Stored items

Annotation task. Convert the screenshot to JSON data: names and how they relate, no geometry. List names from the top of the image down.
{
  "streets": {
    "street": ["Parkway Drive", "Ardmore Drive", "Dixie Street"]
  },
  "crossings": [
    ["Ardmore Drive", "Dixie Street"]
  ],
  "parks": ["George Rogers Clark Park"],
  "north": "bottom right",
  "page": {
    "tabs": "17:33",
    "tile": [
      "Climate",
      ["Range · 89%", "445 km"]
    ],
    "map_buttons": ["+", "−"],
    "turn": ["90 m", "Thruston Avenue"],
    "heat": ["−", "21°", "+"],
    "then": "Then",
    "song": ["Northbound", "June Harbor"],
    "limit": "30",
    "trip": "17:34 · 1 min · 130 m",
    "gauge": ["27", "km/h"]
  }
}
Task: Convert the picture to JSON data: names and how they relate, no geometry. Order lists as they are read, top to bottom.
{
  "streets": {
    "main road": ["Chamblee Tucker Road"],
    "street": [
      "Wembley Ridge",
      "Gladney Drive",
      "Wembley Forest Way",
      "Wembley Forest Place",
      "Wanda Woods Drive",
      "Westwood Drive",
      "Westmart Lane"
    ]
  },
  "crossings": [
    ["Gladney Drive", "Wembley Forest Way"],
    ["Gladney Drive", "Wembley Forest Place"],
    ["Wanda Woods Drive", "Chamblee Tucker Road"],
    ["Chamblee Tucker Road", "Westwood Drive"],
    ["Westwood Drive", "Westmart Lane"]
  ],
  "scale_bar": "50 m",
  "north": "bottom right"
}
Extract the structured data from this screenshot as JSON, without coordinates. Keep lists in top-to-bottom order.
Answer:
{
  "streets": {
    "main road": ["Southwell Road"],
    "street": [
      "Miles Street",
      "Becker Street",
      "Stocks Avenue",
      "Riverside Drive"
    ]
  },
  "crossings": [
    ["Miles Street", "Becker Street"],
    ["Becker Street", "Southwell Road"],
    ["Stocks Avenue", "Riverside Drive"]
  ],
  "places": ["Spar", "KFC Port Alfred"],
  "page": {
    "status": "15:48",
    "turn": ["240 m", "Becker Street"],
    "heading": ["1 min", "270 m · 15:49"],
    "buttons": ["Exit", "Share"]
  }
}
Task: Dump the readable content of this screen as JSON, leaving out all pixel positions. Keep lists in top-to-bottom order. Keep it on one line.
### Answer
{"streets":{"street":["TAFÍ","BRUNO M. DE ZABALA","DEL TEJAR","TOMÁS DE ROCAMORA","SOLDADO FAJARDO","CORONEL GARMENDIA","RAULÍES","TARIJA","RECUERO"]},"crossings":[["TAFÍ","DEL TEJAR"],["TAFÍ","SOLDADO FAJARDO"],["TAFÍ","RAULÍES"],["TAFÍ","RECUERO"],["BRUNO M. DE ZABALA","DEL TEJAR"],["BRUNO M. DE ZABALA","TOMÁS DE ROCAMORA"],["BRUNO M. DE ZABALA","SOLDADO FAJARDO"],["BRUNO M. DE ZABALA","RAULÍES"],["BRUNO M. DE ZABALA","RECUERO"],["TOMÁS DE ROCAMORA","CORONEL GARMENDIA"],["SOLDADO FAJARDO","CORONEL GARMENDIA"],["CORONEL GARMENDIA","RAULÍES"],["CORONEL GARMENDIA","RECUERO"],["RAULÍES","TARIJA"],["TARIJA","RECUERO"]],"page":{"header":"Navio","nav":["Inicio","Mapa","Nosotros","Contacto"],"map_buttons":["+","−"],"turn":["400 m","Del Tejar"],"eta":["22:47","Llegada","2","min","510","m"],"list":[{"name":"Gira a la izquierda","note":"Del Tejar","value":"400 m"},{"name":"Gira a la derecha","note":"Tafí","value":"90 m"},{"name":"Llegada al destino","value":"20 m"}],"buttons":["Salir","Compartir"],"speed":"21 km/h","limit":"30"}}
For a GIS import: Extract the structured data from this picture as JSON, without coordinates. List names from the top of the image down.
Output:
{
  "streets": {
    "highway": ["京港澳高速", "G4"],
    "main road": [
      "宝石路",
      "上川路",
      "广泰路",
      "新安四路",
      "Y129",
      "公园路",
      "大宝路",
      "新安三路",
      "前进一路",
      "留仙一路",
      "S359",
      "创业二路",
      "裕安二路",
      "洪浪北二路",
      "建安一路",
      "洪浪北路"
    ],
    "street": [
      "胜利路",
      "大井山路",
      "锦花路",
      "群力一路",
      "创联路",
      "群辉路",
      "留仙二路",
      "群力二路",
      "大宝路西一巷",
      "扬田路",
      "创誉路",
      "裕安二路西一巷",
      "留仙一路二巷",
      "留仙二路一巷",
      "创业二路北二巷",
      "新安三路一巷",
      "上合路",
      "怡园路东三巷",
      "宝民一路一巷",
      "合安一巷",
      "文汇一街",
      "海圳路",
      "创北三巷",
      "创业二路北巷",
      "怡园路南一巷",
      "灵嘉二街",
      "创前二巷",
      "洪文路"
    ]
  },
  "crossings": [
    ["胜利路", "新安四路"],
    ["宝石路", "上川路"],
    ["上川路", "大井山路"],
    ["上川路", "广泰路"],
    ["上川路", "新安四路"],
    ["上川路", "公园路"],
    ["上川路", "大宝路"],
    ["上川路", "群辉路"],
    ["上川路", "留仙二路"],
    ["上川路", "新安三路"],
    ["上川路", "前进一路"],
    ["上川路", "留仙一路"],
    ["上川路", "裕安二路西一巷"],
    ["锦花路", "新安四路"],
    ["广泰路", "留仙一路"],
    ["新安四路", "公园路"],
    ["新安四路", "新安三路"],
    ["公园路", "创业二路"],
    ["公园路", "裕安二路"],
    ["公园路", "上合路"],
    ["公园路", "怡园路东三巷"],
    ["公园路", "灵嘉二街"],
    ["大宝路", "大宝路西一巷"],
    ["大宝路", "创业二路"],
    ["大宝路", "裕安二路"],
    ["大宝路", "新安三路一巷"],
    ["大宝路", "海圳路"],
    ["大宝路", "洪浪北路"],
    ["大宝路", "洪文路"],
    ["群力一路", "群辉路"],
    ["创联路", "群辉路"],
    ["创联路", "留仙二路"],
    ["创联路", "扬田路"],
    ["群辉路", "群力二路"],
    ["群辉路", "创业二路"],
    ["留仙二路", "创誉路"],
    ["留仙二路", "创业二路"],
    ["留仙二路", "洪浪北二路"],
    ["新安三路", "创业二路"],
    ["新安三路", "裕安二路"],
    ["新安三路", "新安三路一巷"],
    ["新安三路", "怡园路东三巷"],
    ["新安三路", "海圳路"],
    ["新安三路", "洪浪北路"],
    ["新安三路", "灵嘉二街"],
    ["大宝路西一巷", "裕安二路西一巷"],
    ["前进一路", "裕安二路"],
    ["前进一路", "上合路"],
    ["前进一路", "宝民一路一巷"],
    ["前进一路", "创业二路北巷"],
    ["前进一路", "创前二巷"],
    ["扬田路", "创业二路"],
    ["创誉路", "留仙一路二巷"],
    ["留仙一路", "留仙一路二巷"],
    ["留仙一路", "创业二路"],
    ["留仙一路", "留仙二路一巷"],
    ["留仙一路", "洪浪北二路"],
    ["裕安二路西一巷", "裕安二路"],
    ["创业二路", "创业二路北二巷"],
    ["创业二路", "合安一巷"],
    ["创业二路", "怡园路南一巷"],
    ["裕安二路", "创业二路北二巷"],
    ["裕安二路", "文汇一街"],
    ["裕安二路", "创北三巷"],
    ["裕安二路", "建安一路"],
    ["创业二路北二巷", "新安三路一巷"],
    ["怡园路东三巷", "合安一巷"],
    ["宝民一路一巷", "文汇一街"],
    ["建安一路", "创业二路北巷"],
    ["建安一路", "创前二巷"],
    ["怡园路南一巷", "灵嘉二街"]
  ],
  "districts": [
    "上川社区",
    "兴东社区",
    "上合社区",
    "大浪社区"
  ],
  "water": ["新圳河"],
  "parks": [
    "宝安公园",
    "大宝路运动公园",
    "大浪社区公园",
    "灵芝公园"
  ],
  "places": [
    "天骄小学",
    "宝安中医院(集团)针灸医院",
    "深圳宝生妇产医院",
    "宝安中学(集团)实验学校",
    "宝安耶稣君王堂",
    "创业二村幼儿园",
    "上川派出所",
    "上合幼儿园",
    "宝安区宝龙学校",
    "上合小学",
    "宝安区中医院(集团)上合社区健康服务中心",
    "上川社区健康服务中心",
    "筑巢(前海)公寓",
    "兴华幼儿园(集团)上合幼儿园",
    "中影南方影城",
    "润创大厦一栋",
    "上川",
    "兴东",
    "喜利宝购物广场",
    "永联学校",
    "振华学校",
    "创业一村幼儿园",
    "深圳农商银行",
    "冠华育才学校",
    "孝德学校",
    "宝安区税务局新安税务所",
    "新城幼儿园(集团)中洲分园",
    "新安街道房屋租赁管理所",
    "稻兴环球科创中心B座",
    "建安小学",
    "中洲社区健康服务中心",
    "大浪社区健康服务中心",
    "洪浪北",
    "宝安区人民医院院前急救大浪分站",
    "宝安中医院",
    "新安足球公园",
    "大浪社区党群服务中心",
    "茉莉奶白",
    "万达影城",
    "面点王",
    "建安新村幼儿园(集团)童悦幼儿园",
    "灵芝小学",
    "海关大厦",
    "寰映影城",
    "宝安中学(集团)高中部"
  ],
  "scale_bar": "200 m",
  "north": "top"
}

TASK BRIEF
Select and copy every line from the records that includes the word "Forest".

EXERCISE OUTPUT
      "Wembley Forest Way",
      "Wembley Forest Place",
    ["Gladney Drive", "Wembley Forest Way"],
    ["Gladney Drive", "Wembley Forest Place"],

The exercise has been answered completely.